▶ TASK DESCRIPTION
Please report every line of the listing below that has the word "Share" in it.

▶ RECORDS SUPPLIED
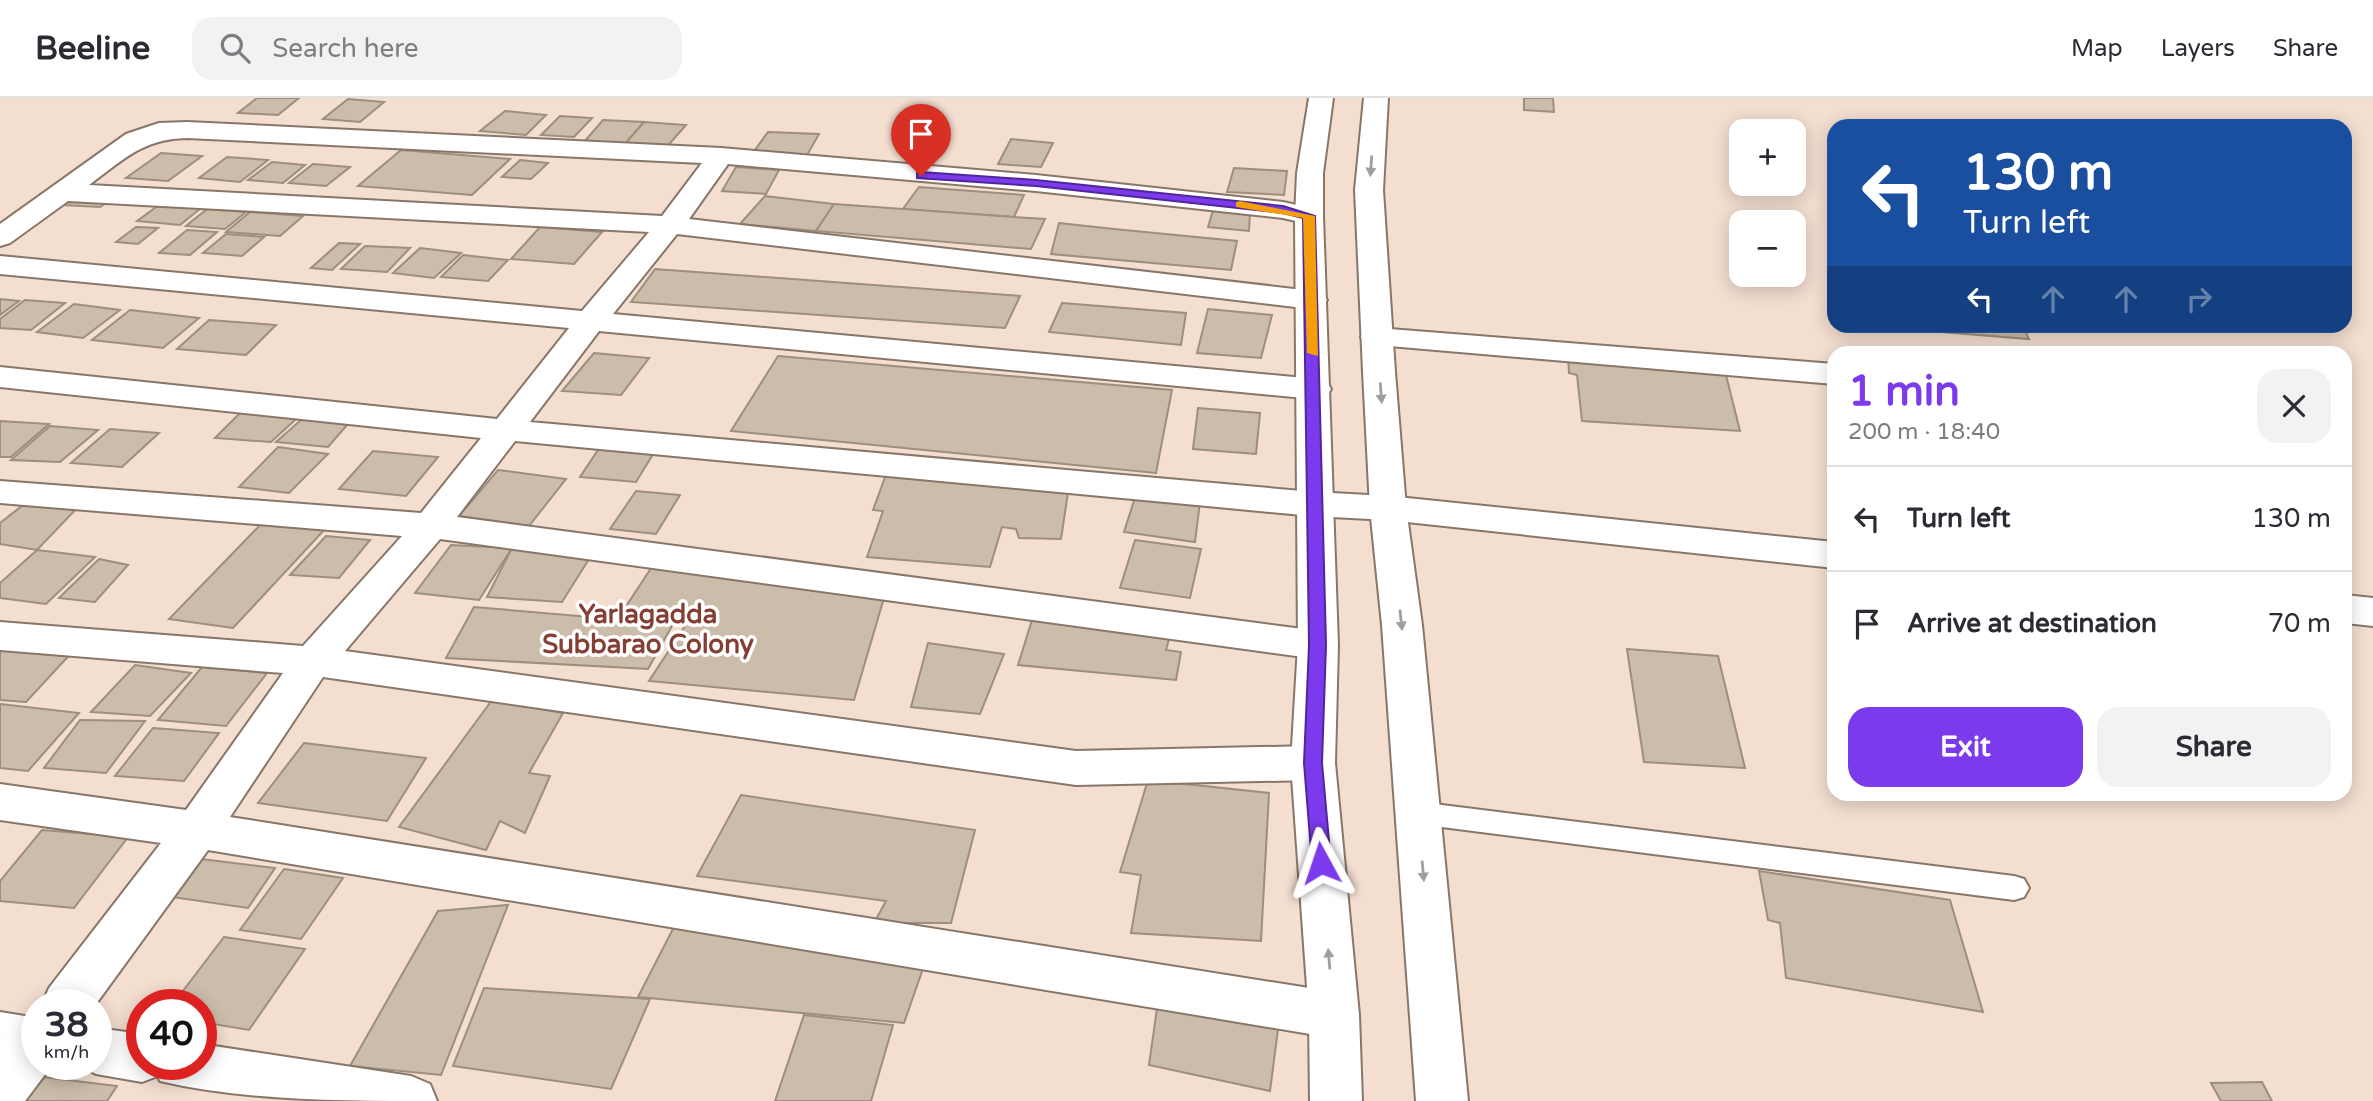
<!DOCTYPE html>
<meta charset="utf-8">
<style>
body{margin:0;font-family:"Varela Round",sans-serif;background:#f2f2f3;color:#2b2b33;height:100vh;display:flex;flex-direction:column;font-size:26px;white-space:nowrap}
*{box-sizing:border-box;margin:0}
p{font-size:23px;color:#7c7c81}
.icon{flex:none;width:38px;height:38px;fill:none;stroke:currentColor;stroke-width:2;stroke-linecap:round;stroke-linejoin:round}
.map{position:relative;flex:1;overflow:hidden}
.panel{position:absolute;left:1827px;top:248px;width:525px;height:455px;display:flex;flex-direction:column;background:#fff;border-radius:21px;box-shadow:0 4px 18px #0003}
.panel>*{flex:none}
.guide{position:absolute;left:1827px;top:21px;width:525px;height:214px;border-radius:21px;box-shadow:0 4px 18px #0003;background:#1a4fa0;color:#fff;overflow:hidden}
.controls{position:absolute;left:1729px;top:21px;display:grid;gap:14px}
.controls a{display:grid;place-items:center;width:77px;height:77px;border-radius:14px;background:#fff;box-shadow:0 4px 18px #0003;font-size:35px}
.speed{position:absolute;left:21px;top:891px;display:flex;gap:14px;font-size:35px;font-weight:700;text-align:center}
.speed>*{display:grid;place-content:center;width:91px;height:91px;border-radius:50%;background:#fff;box-shadow:0 4px 18px #0003;line-height:1}
.speed small{font-size:18px;font-weight:400}
.speed .limit{border:10px solid #d22;background:#fff;color:#111}
.pin{position:absolute;display:grid;place-items:center;width:60px;height:60px;color:#fff;margin:-72px -30px;border-radius:50% 50% 50% 0;rotate:-45deg;box-shadow:0 0 7px #0007}
.pin .icon{rotate:45deg}
.me{position:absolute;width:77px;margin:-38px;rotate:355deg;stroke-linejoin:round;filter:drop-shadow(0 0 5px #0008)}
.turn{display:flex;align-items:center;gap:24px;height:147px;padding:0 21px;font-size:32px}
.turn .icon{width:91px;height:91px;stroke-width:2.5}
.turn b{display:block;font-size:49px;line-height:60px}
.lanes{display:flex;align-items:center;height:66px;padding:0 21px;background:#0003;justify-content:center;gap:35px;direction:ltr}
.lanes .off{opacity:.35}
.round{display:grid;place-items:center;flex:none;width:74px;height:74px;border-radius:21px;background:#f2f2f3}
.headline{display:flex;align-items:center;justify-content:space-between;height:119px;padding:0 21px}
h1{font-size:42px;font-weight:700;line-height:52px;color:#7c3aed}
.primary-button{display:flex;gap:14px;margin-top:auto;padding:14px 21px}
.primary-button a{flex:1;height:80px;border-radius:21px;background:#7c3aed;color:#fff;font-size:28px;font-weight:700;line-height:80px;text-align:center}
.primary-button a+a{background:#f2f2f3;color:#2b2b33}
ul{padding:0;list-style:none}
li{display:flex;align-items:center;gap:21px;height:105px;padding:0 21px;border-top:2px solid #e1e1e2}
li div{flex:1}
li b{display:block;font-size:26px}
li em{font-style:normal}
header{display:flex;align-items:center;gap:42px;box-sizing:border-box;height:98px;padding:0 35px;background:#fff;border-bottom:2px solid #e1e1e2}
header strong{font-size:33px}
nav{display:flex;gap:38px;margin-inline-start:auto;font-size:24px}
.search{width:490px;height:63px;background:#f2f2f3;display:flex;align-items:center;gap:18px;box-sizing:border-box;padding:0 24px;border-radius:21px;color:#7c7c81;font-size:26px}
.map>svg:first-child{display:block}
</style>
<header>
<strong>Beeline</strong>
<div class="search"><svg class="icon" aria-label="search" viewBox="0 0 24 24"><circle cx="10" cy="10" r="6"/><path d="M15 15l6 6"/></svg>Search here</div>
<nav><a>Map</a><a>Layers</a><a>Share</a></nav>
</header>
<div class="map">
<svg width="2373" height="1003" viewBox="0 0 2373 1003">
<rect width="100%" height="100%" fill="#f3ded0"/>
<g fill="#ccbdab" stroke="#9d8e7d" stroke-width="2">
<path d="M257,0H299L278,17L238,15Z"/>
<path d="M1524,0H1553L1554,14L1524,12Z"/>
<path d="M348,1L384,4L360,24L323,21Z"/>
<path d="M505,13L546,17L526,37L480,33Z"/>
<path d="M560,18L592,20L574,39L541,37Z"/>
<path d="M603,22L644,24L624,47L584,44Z"/>
<path d="M644,24L686,27L665,51L624,47Z"/>
<path d="M768,34L819,36L806,59L752,56Z"/>
<path d="M1011,41L1053,45L1041,69L998,66Z"/>
<path d="M401,52L510,61L472,97L358,88Z"/>
<path d="M161,55L202,58L168,83L126,80Z"/>
<path d="M227,59L268,62L240,84L199,80Z"/>
<path d="M520,62L548,65L531,81L502,79Z"/>
<path d="M272,64L305,67L283,85L248,82Z"/>
<path d="M313,66L350,69L326,88L289,85Z"/>
<path d="M736,69L779,72L766,96L722,93Z"/>
<path d="M1234,70L1287,73L1284,97L1227,94Z"/>
<path d="M919,89L1024,97L1014,119L903,111Z"/>
<path d="M765,98L834,106L816,133L740,126Z"/>
<path d="M68,101L109,103L100,109L60,107Z"/>
<path d="M834,106L1014,119L1045,121L1031,151L816,133Z"/>
<path d="M159,107L201,110L180,127L137,123Z"/>
<path d="M1214,109L1250,114L1249,133L1208,129Z"/>
<path d="M207,111L246,114L225,131L186,128Z"/>
<path d="M250,114L303,118L280,138L226,134Z"/>
<path d="M1059,125L1114,131L1237,143L1231,172L1051,156Z"/>
<path d="M136,129L158,130L138,146L116,144Z"/>
<path d="M540,129L602,134L574,166L511,161Z"/>
<path d="M187,132L217,134L190,157L159,155Z"/>
<path d="M226,136L264,139L242,158L203,155Z"/>
<path d="M339,145L360,146L332,172L311,170Z"/>
<path d="M365,148L410,150L387,174L341,171Z"/>
<path d="M420,150L461,155L434,180L393,175Z"/>
<path d="M463,157L508,162L488,183L441,179Z"/>
<path d="M655,171L874,187L1020,198L1005,230L631,204Z"/>
<path d="M0,201L19,203L0,217Z"/>
<path d="M25,202L65,205L31,232L0,230V221Z"/>
<path d="M1062,205L1186,215L1181,247L1049,234Z"/>
<path d="M74,206L120,212L83,240L37,234Z"/>
<path d="M1208,211L1272,217L1261,260L1197,255Z"/>
<path d="M130,212L199,220L163,250L92,242Z"/>
<path d="M209,222L276,227L246,257L177,251Z"/>
<path d="M1867,228H2023L2029,241Z"/>
<path d="M594,255L649,260L621,297L562,293Z"/>
<path d="M778,258L1172,292L1156,375L731,333Z"/>
<path d="M1568,258L1724,269L1740,333L1582,323L1577,277L1569,275Z"/>
<path d="M250,305L307,311L271,344L215,340Z"/>
<path d="M1198,310L1260,315L1256,356L1193,351Z"/>
<path d="M309,315L354,319L328,349L276,344Z"/>
<path d="M0,323L49,326L11,359H0Z"/>
<path d="M50,328L98,332L60,364L11,362Z"/>
<path d="M110,331L159,335L122,369L71,365Z"/>
<path d="M604,343L658,348L636,384L580,379Z"/>
<path d="M278,349L328,356L289,395L239,389Z"/>
<path d="M373,353L438,359L406,398L339,391Z"/>
<path d="M888,371L1069,388L1061,441L1019,440L1016,431L1002,429L990,469L867,459L883,413L873,412Z"/>
<path d="M498,372L566,381L529,428L459,418Z"/>
<path d="M1138,390L1201,396L1195,444L1124,434Z"/>
<path d="M636,393L680,397L656,436L610,431Z"/>
<path d="M32,400L80,407L37,452L0,446V425Z"/>
<path d="M265,422L326,430L233,530L169,521Z"/>
<path d="M326,438L370,442L339,480L290,477Z"/>
<path d="M1135,442L1201,451L1190,500L1120,490Z"/>
<path d="M451,447L512,450L479,502L415,495Z"/>
<path d="M512,450L589,461L562,504L487,499Z"/>
<path d="M37,452L95,459L46,506L0,500V485Z"/>
<path d="M659,458L886,493L854,602L649,583L689,522L621,516Z"/>
<path d="M99,461L128,467L95,504L59,500Z"/>
<path d="M474,509L673,526L648,571L446,560Z"/>
<path d="M1036,509L1173,527L1166,552L1181,554L1176,582L1018,567Z"/>
<path d="M0,544L76,550L26,604L0,602Z"/>
<path d="M928,545L1004,556L980,616L911,609Z"/>
<path d="M1627,551L1718,558L1745,670L1644,664Z"/>
<path d="M135,567L191,575L150,618L91,614Z"/>
<path d="M202,569L267,575L226,628L158,622Z"/>
<path d="M492,602L563,615L529,675L550,678L525,735L500,723L486,752L399,729Z"/>
<path d="M0,606L79,615L28,673L0,670Z"/>
<path d="M80,622L145,623L106,675L44,670Z"/>
<path d="M153,630L219,635L184,683L115,678Z"/>
<path d="M304,645L426,660L387,723L258,705Z"/>
<path d="M1148,682L1269,695L1261,843L1131,835L1141,777L1120,774Z"/>
<path d="M741,697L975,732L951,825H874L886,803L697,778Z"/>
<path d="M42,732L128,739L74,810L0,803V783Z"/>
<path d="M201,761L275,770L248,810L172,799Z"/>
<path d="M284,771L343,780L301,841L240,832Z"/>
<path d="M1759,773L1950,802L1983,914L1786,880L1780,825L1768,822Z"/>
<path d="M508,807L441,977L350,968L438,813Z"/>
<path d="M678,821L927,859L904,925L638,899Z"/>
<path d="M224,839L305,851L249,932L201,924V906H173Z"/>
<path d="M1160,889L1281,908L1270,993L1149,967Z"/>
<path d="M484,890L650,901L611,991L453,968Z"/>
<path d="M804,917L893,927L871,1003H775Z"/>
<path d="M43,979L117,988L107,1003H24Z"/>
<path d="M2262,984L2272,1003H2221L2211,985Z"/>
</g>
<g fill="none" stroke-linecap="round" stroke-linejoin="round">
<g stroke="#887669" stroke-width="4">
<path id="lane" d="M1418,704L2014,778L2024,781L2029,790L2024,799L2014,802L1418,726L1408,723L1404,715L1408,707Z"/>
</g>
<g stroke="#887669" stroke-width="4">
<g id="street">
<path d="M187,24L721,50L1036,77L1283,104L1319,112L1323,118L1319,124L1309,126L1283,120L1036,93L728,66L689,121L1312,193L1323,196L1327,202L1323,208L1312,211L677,136L613,216L1315,281L1327,284L1331,291L1327,298L1315,301L599,233L530,324L1313,394L1388,398L1834,444V470L1388,422L1313,418L515,343L457,419L1318,533L1332,537L1338,547L1332,557L1318,561L440,441L345,553L1076,653L1313,648L1328,653L1335,665L1328,677L1313,682L1076,687L323,579L230,719L1334,894L1352,901L1359,917L1352,933L1334,940L208,752L96,906H42L49,890L161,745L0,722V686L186,712L283,575L0,552V524L303,548L402,438L0,405V383L421,415L481,340L0,289V269L497,321L569,230L0,176V158L582,213L649,134L68,103L10,145L0,148V126L126,36L159,25ZM187,40L702,65L662,118L89,87C123,62 142,41 187,40Z"/>
<path d="M1377,230L1834,266V286L1366,246L1361,239L1366,232Z"/>
<path d="M2345,497L2373,500V528L2345,525Z"/>
<path d="M0,914L37,920V966H53L25,1003H0Z"/>
<path d="M96,930L142,936V966H201V946L411,978L430,986L437,1003C347,1003 245,1003 160,983L158,978L142,984L96,976L76,966H96Z"/>
</g>
</g>
<g stroke="#887669" stroke-width="4">
<g id="secondary">
<path d="M1309,0H1333L1323,75V118L1338,547L1335,665L1359,917L1362,1003H1310L1309,917L1291,665L1298,547L1295,118L1297,75Z"/>
<path d="M1364,0H1388L1383,92L1395,274L1406,410L1422,527L1468,1003H1416L1382,527L1370,410L1363,274L1355,92Z"/>
</g>
</g>
<use href="#lane" fill="#fff" fill-rule="evenodd"/>
<use href="#street" fill="#fff" fill-rule="evenodd"/>
<use href="#secondary" fill="#fff" fill-rule="evenodd"/>
</g>
<defs><path id="oneway-solid" d="M-6-.8H1V-3.2L6.5 0L1 3.2V.8H-6Z" transform="scale(1.75)"/></defs>
<g fill="#a29e9c">
<use href="#oneway-solid" transform="translate(1371 68) rotate(94)"/>
<use href="#oneway-solid" transform="translate(1381 295) rotate(86)"/>
<use href="#oneway-solid" transform="translate(1401 522) rotate(84)"/>
<use href="#oneway-solid" transform="translate(1423 773) rotate(85)"/>
<use href="#oneway-solid" transform="translate(1329 861) rotate(-95)"/>
</g>
<path fill="#7c3aed" stroke="#51269a" stroke-width="2" d="M921,74L1036,82L1283,108L1315,118L1326,547L1322,665L1331,765L1328,771H1314L1312,765L1304,665L1309,547L1303,120L1283,115L1036,88L917,80V75Z"/>
<path fill="#f59e0b" d="M1240,103L1315,118L1318,258L1307,255L1303,120L1236,109V104Z"/>
<g text-anchor="middle" dominant-baseline="central" stroke-width="7" stroke-linejoin="round" paint-order="stroke">
<g font-size="26" font-weight="bold" fill="#843e33" stroke="#fff">
<text x="648" y="516">Yarlagadda<tspan x="648" dy="30">Subbarao Colony</tspan></text>
</g>
</g>
</svg>
<div class="controls">
<a>+</a>
<a>−</a>
</div>
<div class="speed"><div>38<small>km/h</small></div><div class="limit">40</div></div>
<div class="pin" style="left:921px;top:78px;background:#d93025"><svg class="icon" aria-label="arrive" viewBox="0 0 24 24"><path d="M6 21V4h12l-3 4 3 4H6"/></svg></div>
<svg class="me" style="left:1321px;top:765px" viewBox="-20 -20 40 40"><path d="M0-17L14 15 0 8-14 15z" fill="#7c3aed" stroke="#fff" stroke-width="4"/></svg>
<div class="guide">
<div class="turn"><svg class="icon" aria-label="left" viewBox="0 0 24 24"><path d="M17 20v-9H6M10 6l-5 5 5 5"/></svg><div><b>130 m</b>Turn left</div></div>
<div class="lanes"><svg class="icon" aria-label="left" viewBox="0 0 24 24"><path d="M17 20v-9H6M10 6l-5 5 5 5"/></svg><svg class="icon off" aria-label="ahead" viewBox="0 0 24 24"><path d="M12 20V5M6 11l6-6 6 6"/></svg><svg class="icon off" aria-label="ahead" viewBox="0 0 24 24"><path d="M12 20V5M6 11l6-6 6 6"/></svg><svg class="icon off" aria-label="right" viewBox="0 0 24 24"><path d="M7 20v-9h11M14 6l5 5-5 5"/></svg></div>
</div>
<section class="panel">
<div class="headline"><div><h1>1 min</h1><p>200 m · 18:40</p></div><a class="round"><svg class="icon" aria-label="close" viewBox="0 0 24 24"><path d="M6 6l12 12M18 6L6 18"/></svg></a></div>
<ul>
<li><svg class="icon" aria-label="left" viewBox="0 0 24 24"><path d="M17 20v-9H6M10 6l-5 5 5 5"/></svg><div><b>Turn left</b></div><em>130 m</em></li>
<li><svg class="icon" aria-label="arrive" viewBox="0 0 24 24"><path d="M6 21V4h12l-3 4 3 4H6"/></svg><div><b>Arrive at destination</b></div><em>70 m</em></li>
</ul>
<div class="primary-button"><a>Exit</a><a>Share</a></div>
</section>
</div>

▶ ANSWER TO THIS PROBLEM
<nav><a>Map</a><a>Layers</a><a>Share</a></nav>
<div class="primary-button"><a>Exit</a><a>Share</a></div>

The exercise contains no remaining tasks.